**TASK DETAILS**
Output the listing verbatim, leaving out every picture.
* * * * *
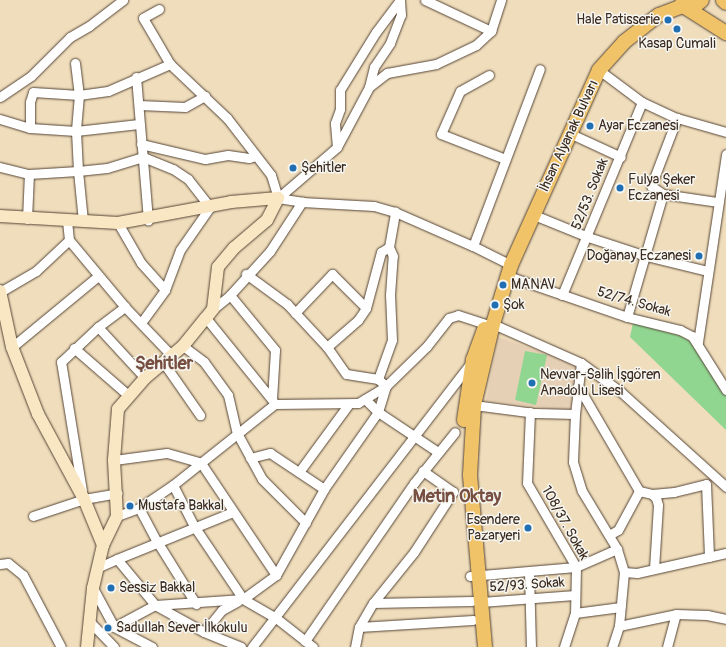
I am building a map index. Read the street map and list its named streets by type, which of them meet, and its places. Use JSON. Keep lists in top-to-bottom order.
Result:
{
  "streets": {
    "main road": ["İhsan Alyanak Bulvarı"],
    "street": [
      "52/53. Sokak",
      "52/74. Sokak",
      "108/37. Sokak",
      "52/93. Sokak"
    ]
  },
  "crossings": [
    ["İhsan Alyanak Bulvarı", "52/74. Sokak"],
    ["52/53. Sokak", "52/74. Sokak"],
    ["108/37. Sokak", "52/93. Sokak"]
  ],
  "districts": ["Şehitler", "Metin Oktay"],
  "places": [
    "Hale Patisserie",
    "Kasap Cumali",
    "Ayar Eczanesi",
    "Şehitler",
    "Fulya Şeker Eczanesi",
    "Doğanay Eczanesi",
    "MANAV",
    "Şok",
    "Nevvar-Salih İşgören Anadolu Lisesi",
    "Mustafa Bakkal",
    "Esendere Pazaryeri",
    "Sessiz Bakkal",
    "Sadullah Sever İlkokulu"
  ]
}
* * * * *
**EXERCISE SOLUTION**
I am building a map index. Read the street map and list its named streets by type, which of them meet, and its places. Use JSON. Keep lists in top-to-bottom order.
Result:
{
  "streets": {
    "main road": ["İhsan Alyanak Bulvarı"],
    "street": [
      "52/53. Sokak",
      "52/74. Sokak",
      "108/37. Sokak",
      "52/93. Sokak"
    ]
  },
  "crossings": [
    ["İhsan Alyanak Bulvarı", "52/74. Sokak"],
    ["52/53. Sokak", "52/74. Sokak"],
    ["108/37. Sokak", "52/93. Sokak"]
  ],
  "districts": ["Şehitler", "Metin Oktay"],
  "places": [
    "Hale Patisserie",
    "Kasap Cumali",
    "Ayar Eczanesi",
    "Şehitler",
    "Fulya Şeker Eczanesi",
    "Doğanay Eczanesi",
    "MANAV",
    "Şok",
    "Nevvar-Salih İşgören Anadolu Lisesi",
    "Mustafa Bakkal",
    "Esendere Pazaryeri",
    "Sessiz Bakkal",
    "Sadullah Sever İlkokulu"
  ]
}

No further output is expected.